McKinsey’s Objections to the Historicity of Jesus
McKinsey also discusses another topic of interest to me, namely, the historicity of Jesus and extrabiblical references to Jesus. McKinsey’s discussion can be divided into five sections: (1) some introductory remarks and quotations of various Christians who believe the extrabiblical references to Jesus are worthless; (2) Josephus; (3) Tacitus; (4) Suetonius; and (5) Pliny the Younger. I shall assess each section in turn.
(1) Introduction: McKinsey pontificates, “Anyone who has attempted to investigate this question with any degree of objectivity is immediately struck by the absence of extrabiblical information on anyone by the name of Jesus of Nazareth.” He then proceeds to quote several Christian writers who apparently agree with his claim. However, McKinsey’s approach to the historicity of Jesus leaves much to be desired. First, by focusing solely on alleged extrabiblical references to Jesus, McKinsey has missed the point.
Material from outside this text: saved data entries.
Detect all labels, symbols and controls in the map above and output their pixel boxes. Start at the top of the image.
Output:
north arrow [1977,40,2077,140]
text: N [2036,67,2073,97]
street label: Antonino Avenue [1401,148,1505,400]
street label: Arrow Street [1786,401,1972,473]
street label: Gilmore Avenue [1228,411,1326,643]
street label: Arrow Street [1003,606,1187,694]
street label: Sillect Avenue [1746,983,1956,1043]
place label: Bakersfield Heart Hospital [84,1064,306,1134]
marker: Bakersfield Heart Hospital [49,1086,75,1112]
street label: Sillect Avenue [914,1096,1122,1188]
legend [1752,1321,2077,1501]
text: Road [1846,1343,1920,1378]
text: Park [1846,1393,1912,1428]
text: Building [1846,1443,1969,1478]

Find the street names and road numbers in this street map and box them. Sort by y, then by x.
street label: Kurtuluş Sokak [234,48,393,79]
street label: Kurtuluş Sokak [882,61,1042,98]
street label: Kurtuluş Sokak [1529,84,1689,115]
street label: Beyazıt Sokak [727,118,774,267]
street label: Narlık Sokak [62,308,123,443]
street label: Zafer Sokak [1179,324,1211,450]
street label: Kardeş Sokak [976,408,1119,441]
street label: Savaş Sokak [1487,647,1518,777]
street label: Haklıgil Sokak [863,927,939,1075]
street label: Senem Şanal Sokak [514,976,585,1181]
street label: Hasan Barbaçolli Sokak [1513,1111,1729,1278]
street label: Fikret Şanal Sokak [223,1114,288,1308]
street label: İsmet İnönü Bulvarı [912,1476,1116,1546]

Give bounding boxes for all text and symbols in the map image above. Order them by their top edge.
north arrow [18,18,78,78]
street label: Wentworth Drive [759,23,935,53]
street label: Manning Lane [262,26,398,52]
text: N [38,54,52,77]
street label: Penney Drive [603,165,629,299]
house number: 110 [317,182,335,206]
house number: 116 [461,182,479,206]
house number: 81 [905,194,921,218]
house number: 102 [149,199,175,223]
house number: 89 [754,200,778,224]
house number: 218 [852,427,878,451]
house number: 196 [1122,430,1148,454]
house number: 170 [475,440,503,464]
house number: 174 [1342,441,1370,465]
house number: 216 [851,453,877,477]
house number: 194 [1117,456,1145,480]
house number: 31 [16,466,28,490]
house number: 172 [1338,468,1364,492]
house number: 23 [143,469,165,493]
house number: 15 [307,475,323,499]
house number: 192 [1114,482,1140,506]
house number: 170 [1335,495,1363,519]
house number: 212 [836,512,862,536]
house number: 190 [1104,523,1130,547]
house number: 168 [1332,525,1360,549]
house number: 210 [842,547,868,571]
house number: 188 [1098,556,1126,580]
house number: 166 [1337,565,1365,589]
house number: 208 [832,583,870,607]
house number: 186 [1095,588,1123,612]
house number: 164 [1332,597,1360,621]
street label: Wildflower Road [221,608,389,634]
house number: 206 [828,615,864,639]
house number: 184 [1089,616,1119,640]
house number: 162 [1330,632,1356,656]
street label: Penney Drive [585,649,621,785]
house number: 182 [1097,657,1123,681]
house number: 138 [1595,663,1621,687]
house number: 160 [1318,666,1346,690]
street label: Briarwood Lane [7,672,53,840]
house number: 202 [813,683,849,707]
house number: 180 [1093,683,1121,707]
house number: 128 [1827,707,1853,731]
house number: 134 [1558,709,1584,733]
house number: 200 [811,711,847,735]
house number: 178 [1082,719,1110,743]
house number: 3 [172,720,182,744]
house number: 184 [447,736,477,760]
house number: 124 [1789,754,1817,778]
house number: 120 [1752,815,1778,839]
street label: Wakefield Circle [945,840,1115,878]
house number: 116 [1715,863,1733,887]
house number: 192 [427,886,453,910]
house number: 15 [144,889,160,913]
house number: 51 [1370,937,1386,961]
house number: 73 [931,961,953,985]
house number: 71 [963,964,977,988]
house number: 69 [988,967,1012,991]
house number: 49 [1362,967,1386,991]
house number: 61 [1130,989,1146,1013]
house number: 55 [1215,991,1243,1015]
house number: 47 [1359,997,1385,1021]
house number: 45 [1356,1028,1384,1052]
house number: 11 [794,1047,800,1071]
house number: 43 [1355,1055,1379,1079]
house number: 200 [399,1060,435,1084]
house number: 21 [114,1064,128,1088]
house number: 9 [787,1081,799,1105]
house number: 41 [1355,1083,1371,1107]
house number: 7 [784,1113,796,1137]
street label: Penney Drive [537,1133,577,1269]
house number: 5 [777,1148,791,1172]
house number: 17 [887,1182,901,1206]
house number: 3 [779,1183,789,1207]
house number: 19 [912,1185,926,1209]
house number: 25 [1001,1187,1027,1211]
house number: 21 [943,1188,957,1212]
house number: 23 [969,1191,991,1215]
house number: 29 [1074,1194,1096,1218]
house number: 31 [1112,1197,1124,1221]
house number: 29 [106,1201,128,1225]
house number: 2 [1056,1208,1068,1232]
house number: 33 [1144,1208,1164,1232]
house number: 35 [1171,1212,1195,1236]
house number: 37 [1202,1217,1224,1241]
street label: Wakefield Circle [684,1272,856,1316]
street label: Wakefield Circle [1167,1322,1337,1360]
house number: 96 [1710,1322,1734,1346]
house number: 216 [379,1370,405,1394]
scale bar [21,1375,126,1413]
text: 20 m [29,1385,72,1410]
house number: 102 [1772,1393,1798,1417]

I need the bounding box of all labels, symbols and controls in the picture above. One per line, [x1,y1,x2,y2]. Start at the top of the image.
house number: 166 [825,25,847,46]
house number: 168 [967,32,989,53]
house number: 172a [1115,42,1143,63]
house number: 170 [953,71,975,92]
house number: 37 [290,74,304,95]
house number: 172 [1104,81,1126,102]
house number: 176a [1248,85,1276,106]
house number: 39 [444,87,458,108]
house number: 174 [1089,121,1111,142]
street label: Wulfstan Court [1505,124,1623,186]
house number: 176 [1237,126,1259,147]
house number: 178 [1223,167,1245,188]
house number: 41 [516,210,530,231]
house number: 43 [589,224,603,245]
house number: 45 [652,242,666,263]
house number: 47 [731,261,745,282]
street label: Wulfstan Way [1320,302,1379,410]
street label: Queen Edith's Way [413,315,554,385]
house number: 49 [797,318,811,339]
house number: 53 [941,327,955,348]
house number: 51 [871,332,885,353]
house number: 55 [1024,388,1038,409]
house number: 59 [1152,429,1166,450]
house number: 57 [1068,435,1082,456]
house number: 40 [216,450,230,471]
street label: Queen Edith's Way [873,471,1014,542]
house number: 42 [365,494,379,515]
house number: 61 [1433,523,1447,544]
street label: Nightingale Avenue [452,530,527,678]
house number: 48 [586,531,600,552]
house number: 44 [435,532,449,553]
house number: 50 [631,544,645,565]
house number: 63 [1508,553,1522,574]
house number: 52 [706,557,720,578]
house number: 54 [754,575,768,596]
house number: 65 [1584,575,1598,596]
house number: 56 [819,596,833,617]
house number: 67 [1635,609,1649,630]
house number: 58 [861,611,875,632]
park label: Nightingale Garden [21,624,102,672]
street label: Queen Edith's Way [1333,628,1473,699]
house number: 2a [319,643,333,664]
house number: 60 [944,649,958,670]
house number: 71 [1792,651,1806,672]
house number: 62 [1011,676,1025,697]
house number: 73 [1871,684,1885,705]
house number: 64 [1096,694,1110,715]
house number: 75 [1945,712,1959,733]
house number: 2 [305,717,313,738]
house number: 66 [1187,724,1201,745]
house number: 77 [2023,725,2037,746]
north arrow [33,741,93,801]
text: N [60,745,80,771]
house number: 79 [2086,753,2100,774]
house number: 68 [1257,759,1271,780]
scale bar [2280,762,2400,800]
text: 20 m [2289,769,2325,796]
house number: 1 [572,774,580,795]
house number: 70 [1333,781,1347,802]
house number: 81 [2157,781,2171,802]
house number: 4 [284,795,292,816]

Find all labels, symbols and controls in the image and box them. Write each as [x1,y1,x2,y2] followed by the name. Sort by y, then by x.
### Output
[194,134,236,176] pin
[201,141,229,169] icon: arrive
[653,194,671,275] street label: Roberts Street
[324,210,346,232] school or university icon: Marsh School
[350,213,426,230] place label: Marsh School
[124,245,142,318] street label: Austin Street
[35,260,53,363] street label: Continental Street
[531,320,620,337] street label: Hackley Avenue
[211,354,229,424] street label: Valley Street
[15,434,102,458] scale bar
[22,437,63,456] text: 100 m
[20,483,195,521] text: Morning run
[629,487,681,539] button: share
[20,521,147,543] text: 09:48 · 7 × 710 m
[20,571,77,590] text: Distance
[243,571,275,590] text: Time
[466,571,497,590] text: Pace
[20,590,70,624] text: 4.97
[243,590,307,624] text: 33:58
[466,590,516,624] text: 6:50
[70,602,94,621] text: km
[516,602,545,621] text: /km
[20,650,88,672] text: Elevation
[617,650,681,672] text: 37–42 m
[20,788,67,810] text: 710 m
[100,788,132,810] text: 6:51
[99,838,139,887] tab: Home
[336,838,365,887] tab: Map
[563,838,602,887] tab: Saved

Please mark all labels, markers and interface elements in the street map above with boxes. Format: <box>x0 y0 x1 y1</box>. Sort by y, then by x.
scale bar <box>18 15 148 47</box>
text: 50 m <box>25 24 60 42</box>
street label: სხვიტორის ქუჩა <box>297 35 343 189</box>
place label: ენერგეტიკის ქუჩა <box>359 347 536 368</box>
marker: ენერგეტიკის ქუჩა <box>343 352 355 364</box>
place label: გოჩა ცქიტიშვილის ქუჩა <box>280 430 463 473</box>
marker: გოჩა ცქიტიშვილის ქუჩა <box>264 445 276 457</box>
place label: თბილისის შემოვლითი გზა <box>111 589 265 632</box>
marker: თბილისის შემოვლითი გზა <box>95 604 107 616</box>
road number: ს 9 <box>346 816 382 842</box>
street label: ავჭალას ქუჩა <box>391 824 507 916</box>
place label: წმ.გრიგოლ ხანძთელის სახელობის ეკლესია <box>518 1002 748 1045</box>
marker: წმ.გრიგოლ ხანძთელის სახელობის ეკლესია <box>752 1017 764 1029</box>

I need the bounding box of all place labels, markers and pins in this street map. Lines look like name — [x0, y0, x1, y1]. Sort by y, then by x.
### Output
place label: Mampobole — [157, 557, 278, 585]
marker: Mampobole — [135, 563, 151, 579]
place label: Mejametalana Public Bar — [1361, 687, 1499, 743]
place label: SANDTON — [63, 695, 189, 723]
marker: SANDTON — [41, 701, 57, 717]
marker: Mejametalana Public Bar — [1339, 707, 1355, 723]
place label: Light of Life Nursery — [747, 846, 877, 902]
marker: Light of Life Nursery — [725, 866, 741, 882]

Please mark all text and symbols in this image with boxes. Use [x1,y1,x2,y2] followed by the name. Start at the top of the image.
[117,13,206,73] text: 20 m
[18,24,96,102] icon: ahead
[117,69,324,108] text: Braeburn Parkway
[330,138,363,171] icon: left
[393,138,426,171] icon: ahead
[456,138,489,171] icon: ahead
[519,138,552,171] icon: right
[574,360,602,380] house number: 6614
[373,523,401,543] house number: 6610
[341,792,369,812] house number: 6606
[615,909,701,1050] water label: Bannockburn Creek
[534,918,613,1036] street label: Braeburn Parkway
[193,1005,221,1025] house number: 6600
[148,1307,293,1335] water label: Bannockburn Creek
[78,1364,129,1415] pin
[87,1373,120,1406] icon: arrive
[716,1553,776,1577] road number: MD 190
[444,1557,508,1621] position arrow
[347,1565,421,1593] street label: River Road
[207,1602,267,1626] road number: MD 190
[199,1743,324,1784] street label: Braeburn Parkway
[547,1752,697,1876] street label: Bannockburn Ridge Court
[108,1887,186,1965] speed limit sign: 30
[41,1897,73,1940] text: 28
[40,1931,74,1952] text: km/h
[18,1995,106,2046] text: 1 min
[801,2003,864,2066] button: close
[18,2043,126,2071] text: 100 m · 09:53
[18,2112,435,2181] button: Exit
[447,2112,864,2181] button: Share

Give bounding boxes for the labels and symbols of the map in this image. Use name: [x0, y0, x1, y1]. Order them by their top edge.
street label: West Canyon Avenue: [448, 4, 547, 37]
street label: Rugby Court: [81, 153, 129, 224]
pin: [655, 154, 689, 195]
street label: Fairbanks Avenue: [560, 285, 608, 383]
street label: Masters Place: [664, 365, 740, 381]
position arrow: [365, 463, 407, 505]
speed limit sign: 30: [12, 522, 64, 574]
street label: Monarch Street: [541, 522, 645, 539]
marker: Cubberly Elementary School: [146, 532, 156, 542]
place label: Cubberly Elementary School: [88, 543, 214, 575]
The New Testament is our primary source of information about Jesus. If McKinsey believes that the New Testament alone does not provide sufficient evidence for concluding that Jesus existed, then McKinsey needs to provide an argument for that belief. Yet, in stark contrast to other proponents of the mythicist hypothesis like G.A. Wells and Earl Doherty who spend the bulk of their time addressing the New Testament evidence, McKinsey does not discuss the NT evidence for the historicity of Jesus. As I have argued elsewhere, I believe the New Testament alone is prima facie evidence for the historicity of Jesus and therefore there is no need for extrabiblical confirmation.
Second, despite all of the quotations from hostile authorities, McKinsey does not even provide a prima facie case for his sweeping claim because McKinsey does not discuss all of the alleged extrabiblical references to Jesus. Besides the writers McKinsey does discuss, the alleged extrabiblical references to Jesus also include the Talmud, Thallus, Phlegon, Mara Bar-Serapion, Lucian, and Hadrian. So McKinsey’s case for his claim that there are no extrabiblical references to Jesus is, at best, incomplete. Even if his objections to Josephus, Tacitus, Suetonius, and Pliny the Younger were accurate, he would still need to discuss all of the other alleged references to Jesus in order to justify his sweeping claim.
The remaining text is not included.